For prisoners, slopping out meant emptying chamber pots in the morning. For two centuries slop has been swill or food for pigs. At the same time it could be dirty household water. Long before that, it meant unappetising, semi-liquid food.
Sloppy Joes were, from the 1940s, a kind of mushy hamburger (and also a loose-fitting sweater). I remember from the 1960s a probably ironic use of slop in the lyrics of a song by Arthur Lee on Love’s Forever Changes (1967). There the ‘Slop Affair’ is, I think, a nickname for a restaurant called the Eating Affair.
A common idea behind these meanings was that of liquid mud. When the potter applies liquid clay, it is known by the related term slip. Before asphalt and the obsolescence of horses, streets were often sloppy. In Dickens’s Our Mutual Friend (1864-65), Sloppy is a character celebrated in Eliot’s line, ‘He do the police in different voices.’ I have seen a claim that Sloppy’s name came from his careless appearance, but Betty Higden, the old woman in the novel who looks after him, says: ‘I always understood he took his name from being found on a Sloppy night.’

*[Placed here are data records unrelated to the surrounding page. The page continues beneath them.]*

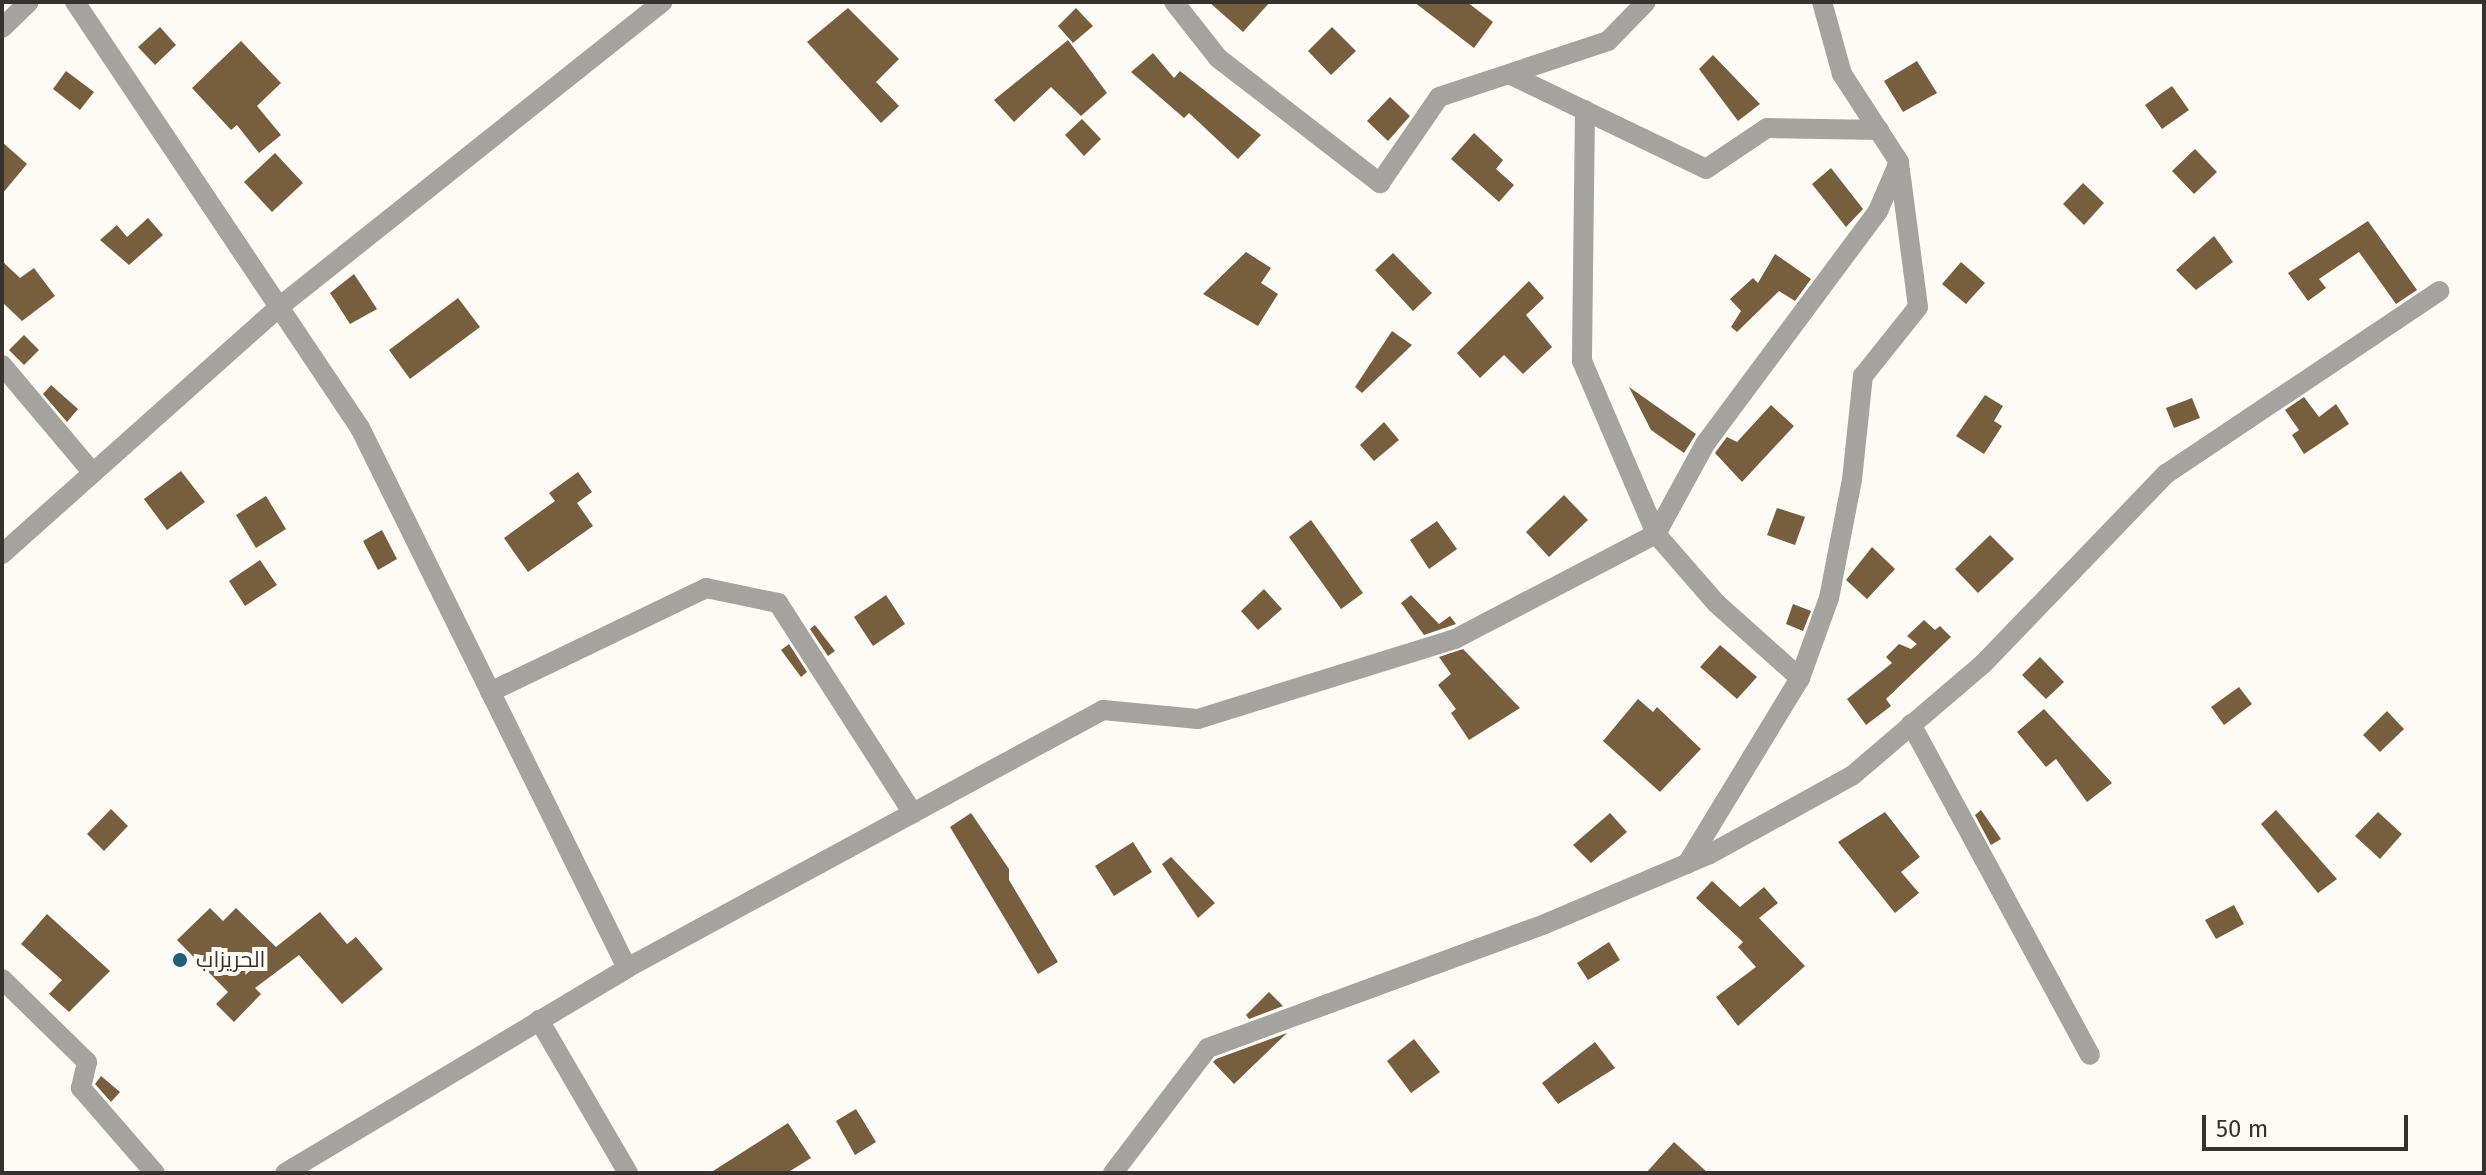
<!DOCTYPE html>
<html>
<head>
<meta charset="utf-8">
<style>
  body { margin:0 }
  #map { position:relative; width:2486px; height:1175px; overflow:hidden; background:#fefaf5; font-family:"Fira Sans",Cairo,sans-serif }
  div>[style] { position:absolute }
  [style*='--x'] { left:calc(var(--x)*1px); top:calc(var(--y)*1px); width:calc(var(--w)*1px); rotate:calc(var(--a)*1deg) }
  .building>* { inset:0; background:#765e3e }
  .minor>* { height:20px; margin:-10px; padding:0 10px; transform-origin:10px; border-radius:10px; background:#a5a39f }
  .dots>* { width:22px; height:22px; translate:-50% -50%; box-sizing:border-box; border:4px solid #fefaf5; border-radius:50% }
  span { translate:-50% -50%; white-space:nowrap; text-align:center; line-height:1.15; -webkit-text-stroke:8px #fefaf5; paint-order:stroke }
  .poi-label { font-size:22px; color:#35322f }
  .left { translate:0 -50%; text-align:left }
  .frame { position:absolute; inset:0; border:4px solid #35322f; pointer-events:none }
  .scale { position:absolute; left:2202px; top:1115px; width:206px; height:36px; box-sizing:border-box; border:4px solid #35322f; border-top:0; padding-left:10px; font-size:24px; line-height:28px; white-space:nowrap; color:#35322f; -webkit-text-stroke:6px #fefaf5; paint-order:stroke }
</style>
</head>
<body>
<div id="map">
  <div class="building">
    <i style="clip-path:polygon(1209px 2px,1270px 2px,1243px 32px)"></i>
    <i style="clip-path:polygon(1414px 2px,1467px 2px,1493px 22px,1474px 48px)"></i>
    <i style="clip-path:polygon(848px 8px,899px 59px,876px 82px,899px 106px,881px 123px,807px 42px)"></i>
    <i style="clip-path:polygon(1076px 8px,1093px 26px,1073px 43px,1058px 26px)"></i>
    <i style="clip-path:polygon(160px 27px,176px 45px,155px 65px,138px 47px)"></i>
    <i style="clip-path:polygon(1332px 27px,1356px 51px,1331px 75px,1308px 51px)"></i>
    <i style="clip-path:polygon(1068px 40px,1107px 93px,1081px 116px,1051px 87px,1014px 122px,994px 100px)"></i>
    <i style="clip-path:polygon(241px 41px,281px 83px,257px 106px,281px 135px,259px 153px,237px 125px,231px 130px,192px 88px)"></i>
    <i style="clip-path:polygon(1153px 53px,1174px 78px,1180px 71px,1261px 135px,1238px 159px,1189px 113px,1184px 118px,1131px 72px)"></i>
    <i style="clip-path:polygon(1713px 55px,1760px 104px,1738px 121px,1699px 69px)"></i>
    <i style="clip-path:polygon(1917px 61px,1937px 93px,1903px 112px,1884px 81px)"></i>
    <i style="clip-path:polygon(66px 71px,94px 92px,80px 110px,53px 89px)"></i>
    <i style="clip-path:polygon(2172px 86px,2189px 110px,2162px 129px,2145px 105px)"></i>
    <i style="clip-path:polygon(1390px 97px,1410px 116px,1388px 141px,1367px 121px)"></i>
    <i style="clip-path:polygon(1082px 119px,1101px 139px,1084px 156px,1065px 135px)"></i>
    <i style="clip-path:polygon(1474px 133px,1503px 160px,1496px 169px,1514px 185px,1499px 202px,1451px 159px)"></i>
    <i style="clip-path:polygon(2px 142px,27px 164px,2px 194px)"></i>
    <i style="clip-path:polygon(2195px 149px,2217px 172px,2194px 194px,2172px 171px)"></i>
    <i style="clip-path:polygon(275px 153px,303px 183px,272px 212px,244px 182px)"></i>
    <i style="clip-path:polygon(1831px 168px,1863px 209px,1846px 227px,1812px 184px)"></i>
    <i style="clip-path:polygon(2083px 183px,2104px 203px,2084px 225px,2063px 204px)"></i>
    <i style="clip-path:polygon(148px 218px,163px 235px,129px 265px,100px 240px,117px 225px,127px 237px)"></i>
    <i style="clip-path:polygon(2368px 221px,2417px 290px,2396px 304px,2359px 252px,2319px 279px,2326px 288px,2308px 301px,2288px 273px)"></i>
    <i style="clip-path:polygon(2214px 236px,2233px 262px,2196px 290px,2176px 270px)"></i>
    <i style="clip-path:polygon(1246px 252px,1271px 268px,1261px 283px,1278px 294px,1258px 326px,1203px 294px)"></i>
    <i style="clip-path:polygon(1393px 253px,1432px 293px,1413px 311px,1375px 270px)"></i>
    <i style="clip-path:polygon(1775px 254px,1811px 279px,1795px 301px,1779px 291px,1737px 332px,1731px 327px,1741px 311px,1730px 299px,1753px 278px,1758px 283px)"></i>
    <i style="clip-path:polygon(2px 261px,20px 278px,34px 268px,55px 296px,22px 321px,2px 302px)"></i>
    <i style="clip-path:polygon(1961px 262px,1985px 283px,1966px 304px,1942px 284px)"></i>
    <i style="clip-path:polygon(354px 274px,377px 309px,350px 324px,330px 293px)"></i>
    <i style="clip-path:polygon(1529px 281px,1544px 298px,1526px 315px,1552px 347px,1523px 374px,1504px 355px,1480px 378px,1457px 353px)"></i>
    <i style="clip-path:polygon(458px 298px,480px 327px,410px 379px,389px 350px)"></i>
    <i style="clip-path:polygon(1392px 331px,1412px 345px,1362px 393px,1355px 387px)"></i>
    <i style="clip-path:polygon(24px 335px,39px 350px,24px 365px,9px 350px)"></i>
    <i style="clip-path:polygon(51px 385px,78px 409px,67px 422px,43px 394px)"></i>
    <i style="clip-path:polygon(1629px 387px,1696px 434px,1684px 453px,1651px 430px)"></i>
    <i style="clip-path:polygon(1985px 395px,2003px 406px,1994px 421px,2002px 426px,1984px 454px,1956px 436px)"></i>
    <i style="clip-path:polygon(2304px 397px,2319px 417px,2336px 404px,2349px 424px,2304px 454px,2292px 435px,2299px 430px,2285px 410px)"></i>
    <i style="clip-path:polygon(2192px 398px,2200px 418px,2174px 428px,2166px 408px)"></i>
    <i style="clip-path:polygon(1771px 405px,1794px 426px,1742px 482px,1715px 453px,1727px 437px,1737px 442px)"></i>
    <i style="clip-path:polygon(1384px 422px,1399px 440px,1374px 461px,1360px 445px)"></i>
    <i style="clip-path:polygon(181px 471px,205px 502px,167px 530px,144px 499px)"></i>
    <i style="clip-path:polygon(578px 472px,592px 492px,577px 503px,593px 526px,528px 572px,504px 538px,555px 501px,549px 493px)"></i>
    <i style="clip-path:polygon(1564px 495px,1588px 520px,1549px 557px,1526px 532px)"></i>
    <i style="clip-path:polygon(266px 496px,286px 529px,256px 548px,236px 515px)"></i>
    <i style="clip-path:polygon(1777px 508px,1805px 517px,1795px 545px,1767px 535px)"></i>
    <i style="clip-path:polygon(1311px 520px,1363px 593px,1341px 609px,1289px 537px)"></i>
    <i style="clip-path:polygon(1437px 521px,1457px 549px,1429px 569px,1410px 540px)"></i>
    <i style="clip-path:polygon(382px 530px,397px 559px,378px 570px,363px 541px)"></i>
    <i style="clip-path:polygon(1990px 535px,2014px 559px,1978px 593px,1955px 569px)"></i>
    <i style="clip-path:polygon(1872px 547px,1895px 569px,1867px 599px,1846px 580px)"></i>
    <i style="clip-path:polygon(260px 560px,277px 585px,245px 606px,229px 581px)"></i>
    <i style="clip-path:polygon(1264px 589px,1282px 609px,1258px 630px,1241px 611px)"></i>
    <i style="clip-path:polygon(886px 595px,905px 624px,873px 646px,854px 617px)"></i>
    <i style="clip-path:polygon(1411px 595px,1439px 624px,1450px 616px,1456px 624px,1424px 635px,1401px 603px)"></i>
    <i style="clip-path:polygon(1793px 604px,1811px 611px,1803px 631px,1786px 624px)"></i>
    <i style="clip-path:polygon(1924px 620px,1935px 630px,1940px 626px,1951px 637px,1886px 699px,1891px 706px,1866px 725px,1847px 699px,1892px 663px,1886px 657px,1899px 644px,1911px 649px,1917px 644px,1907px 636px)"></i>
    <i style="clip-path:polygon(815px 625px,835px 651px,828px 656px,810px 629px)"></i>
    <i style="clip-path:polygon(789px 644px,807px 672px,801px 677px,781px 650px)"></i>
    <i style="clip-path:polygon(1720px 645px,1757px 677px,1737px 699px,1700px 667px)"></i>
    <i style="clip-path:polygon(1463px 649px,1520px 708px,1469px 740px,1451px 713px,1456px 709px,1438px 685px,1451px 674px,1439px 657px)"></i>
    <i style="clip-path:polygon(2040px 657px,2064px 682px,2046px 699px,2022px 675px)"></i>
    <i style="clip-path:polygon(2239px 687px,2252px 704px,2224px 725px,2211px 707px)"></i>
    <i style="clip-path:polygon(1638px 699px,1653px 712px,1657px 707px,1701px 749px,1660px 792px,1603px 741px)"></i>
    <i style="clip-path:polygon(2044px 709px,2112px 783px,2087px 802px,2056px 759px,2046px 767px,2017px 732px)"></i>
    <i style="clip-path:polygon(2387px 711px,2404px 729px,2380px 752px,2363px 735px)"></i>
    <i style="clip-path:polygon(111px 809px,128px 826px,104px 851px,87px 834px)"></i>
    <i style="clip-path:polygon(1981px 810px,2001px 839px,1991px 845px,1975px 815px)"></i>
    <i style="clip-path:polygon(2276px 810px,2337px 879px,2318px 893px,2261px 824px)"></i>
    <i style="clip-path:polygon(1885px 812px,1920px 857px,1901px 872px,1919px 893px,1895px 913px,1838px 842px)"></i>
    <i style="clip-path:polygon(2378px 812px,2402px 834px,2380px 859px,2355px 836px)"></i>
    <i style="clip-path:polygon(971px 813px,1009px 869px,1009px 880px,1058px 962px,1038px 974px,950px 827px)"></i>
    <i style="clip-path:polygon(1610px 813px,1627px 832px,1591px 863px,1573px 845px)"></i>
    <i style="clip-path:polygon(1133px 842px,1152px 872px,1114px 896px,1095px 866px)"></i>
    <i style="clip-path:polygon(1171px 857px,1215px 903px,1198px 918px,1162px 864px)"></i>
    <i style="clip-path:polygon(1712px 881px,1740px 907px,1764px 887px,1778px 903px,1759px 918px,1805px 966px,1738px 1026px,1716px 997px,1756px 967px,1738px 947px,1743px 942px,1696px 898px)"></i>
    <i style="clip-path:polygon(2234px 905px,2244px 924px,2216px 939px,2205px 920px)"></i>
    <i style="clip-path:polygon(210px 908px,223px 921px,236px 908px,276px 947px,320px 912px,347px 944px,356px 937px,383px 969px,342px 1004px,299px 955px,255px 988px,261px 994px,234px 1022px,216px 1004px,228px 992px,177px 940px)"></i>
    <i style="clip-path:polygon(47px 914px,110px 971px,69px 1012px,49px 994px,62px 980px,21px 944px)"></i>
    <i style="clip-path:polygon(1609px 942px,1620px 960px,1588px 980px,1577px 963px)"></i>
    <i style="clip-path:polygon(1269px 992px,1283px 1006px,1249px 1019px,1246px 1015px)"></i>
    <i style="clip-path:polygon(1287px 1033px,1234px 1084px,1213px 1062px,1216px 1059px)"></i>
    <i style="clip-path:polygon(1414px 1039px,1440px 1072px,1411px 1093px,1387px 1061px)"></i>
    <i style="clip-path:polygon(1595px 1042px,1615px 1068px,1558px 1104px,1542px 1083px)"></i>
    <i style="clip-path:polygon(101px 1076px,120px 1092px,111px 1102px,95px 1084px)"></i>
    <i style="clip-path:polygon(856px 1109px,876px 1142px,855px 1155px,836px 1121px)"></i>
    <i style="clip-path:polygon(788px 1123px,811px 1158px,787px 1173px,710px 1173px)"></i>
    <i style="clip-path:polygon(1674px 1142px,1708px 1173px,1646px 1173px)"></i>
  </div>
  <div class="minor">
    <i style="--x:75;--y:2;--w:513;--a:56.22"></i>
    <i style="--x:360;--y:428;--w:602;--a:63.69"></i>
    <i style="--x:1174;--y:2;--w:71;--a:51.8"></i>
    <i style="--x:1218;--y:58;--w:205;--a:37.7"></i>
    <i style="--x:1380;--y:183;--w:104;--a:-55.5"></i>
    <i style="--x:1439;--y:97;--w:178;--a:-18.3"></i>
    <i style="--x:1608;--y:41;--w:54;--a:-45.7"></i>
    <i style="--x:2;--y:28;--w:37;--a:-44"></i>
    <i style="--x:1511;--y:75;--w:216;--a:25.7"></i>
    <i style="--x:1706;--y:169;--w:73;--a:-33.9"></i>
    <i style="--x:1767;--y:128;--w:112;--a:1"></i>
    <i style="--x:1585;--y:110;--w:251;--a:90.7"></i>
    <i style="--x:1582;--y:361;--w:188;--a:66.8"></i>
    <i style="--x:1656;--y:534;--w:91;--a:49"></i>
    <i style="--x:1716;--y:603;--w:113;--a:41.8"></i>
    <i style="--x:2;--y:365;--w:141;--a:49.9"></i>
    <i style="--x:2;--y:554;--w:371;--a:-41.7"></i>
    <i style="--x:279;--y:307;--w:490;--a:-38.5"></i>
    <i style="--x:490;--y:692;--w:240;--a:-25.7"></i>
    <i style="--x:706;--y:588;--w:74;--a:11.8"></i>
    <i style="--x:778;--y:603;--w:250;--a:57.3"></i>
    <i style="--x:1911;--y:724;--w:376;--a:61.6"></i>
    <i style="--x:1687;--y:864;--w:218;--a:-58.7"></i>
    <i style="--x:1800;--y:678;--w:85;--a:-70.1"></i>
    <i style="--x:1829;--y:598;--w:120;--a:-79"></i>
    <i style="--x:1852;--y:480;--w:105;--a:-84"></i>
    <i style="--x:1863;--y:376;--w:88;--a:-51.4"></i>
    <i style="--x:1918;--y:307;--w:146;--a:-97.5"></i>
    <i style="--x:2;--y:979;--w:119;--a:44.3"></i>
    <i style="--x:87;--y:1062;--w:27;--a:103"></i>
    <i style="--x:81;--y:1088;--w:113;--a:49"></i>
    <i style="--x:539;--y:1020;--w:177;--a:59.8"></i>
    <i style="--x:285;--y:1173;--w:399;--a:-30.9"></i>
    <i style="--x:627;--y:968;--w:541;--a:-28.46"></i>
    <i style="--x:1103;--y:710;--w:95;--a:5.4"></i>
    <i style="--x:1198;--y:719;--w:269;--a:-17.3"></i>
    <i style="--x:1455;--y:639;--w:227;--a:-27.6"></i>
    <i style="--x:1656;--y:534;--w:102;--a:-61.4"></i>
    <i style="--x:1705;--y:444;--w:290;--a:-53.4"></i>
    <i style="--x:1878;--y:211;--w:53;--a:-66.8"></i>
    <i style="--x:1899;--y:162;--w:105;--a:-122.9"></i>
    <i style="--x:1842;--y:74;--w:75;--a:-105.5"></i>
    <i style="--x:1113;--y:1173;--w:157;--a:-52.8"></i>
    <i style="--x:1208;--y:1048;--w:359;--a:-20.2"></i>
    <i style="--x:1545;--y:924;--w:179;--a:-23"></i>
    <i style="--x:1710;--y:854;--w:163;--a:-28.9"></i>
    <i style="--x:1853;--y:775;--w:171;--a:-40.5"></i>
    <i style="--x:1983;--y:664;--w:264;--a:-46.1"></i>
    <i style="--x:2166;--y:474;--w:329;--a:-33.8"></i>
  </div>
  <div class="dots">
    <i style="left:180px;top:960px;background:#215f76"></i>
  </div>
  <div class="poi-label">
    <span class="left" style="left:196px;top:960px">الحريزاب</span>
  </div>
  <div class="frame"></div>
  <div class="scale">50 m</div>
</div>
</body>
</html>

I’m not so sure about Dr Slop, the man-midwife, in Tristram Shandy (1759-67). He was responsible for squashing Tristram’s nose at his birth. Any of the connotations of slop would contribute to his ridiculous character. I’d be interested if anyone has a more specific idea about his name. All these slops descend from an Old English word, sloppe, from which derives the innocent-sounding flower-name cowslip. This signifies ‘cow-slobber’ or ‘cow-dung’. Its German folk-name was kuh-scheisse. The same etymology applies to oxlip. For the time being, we suffer from many an AI slip.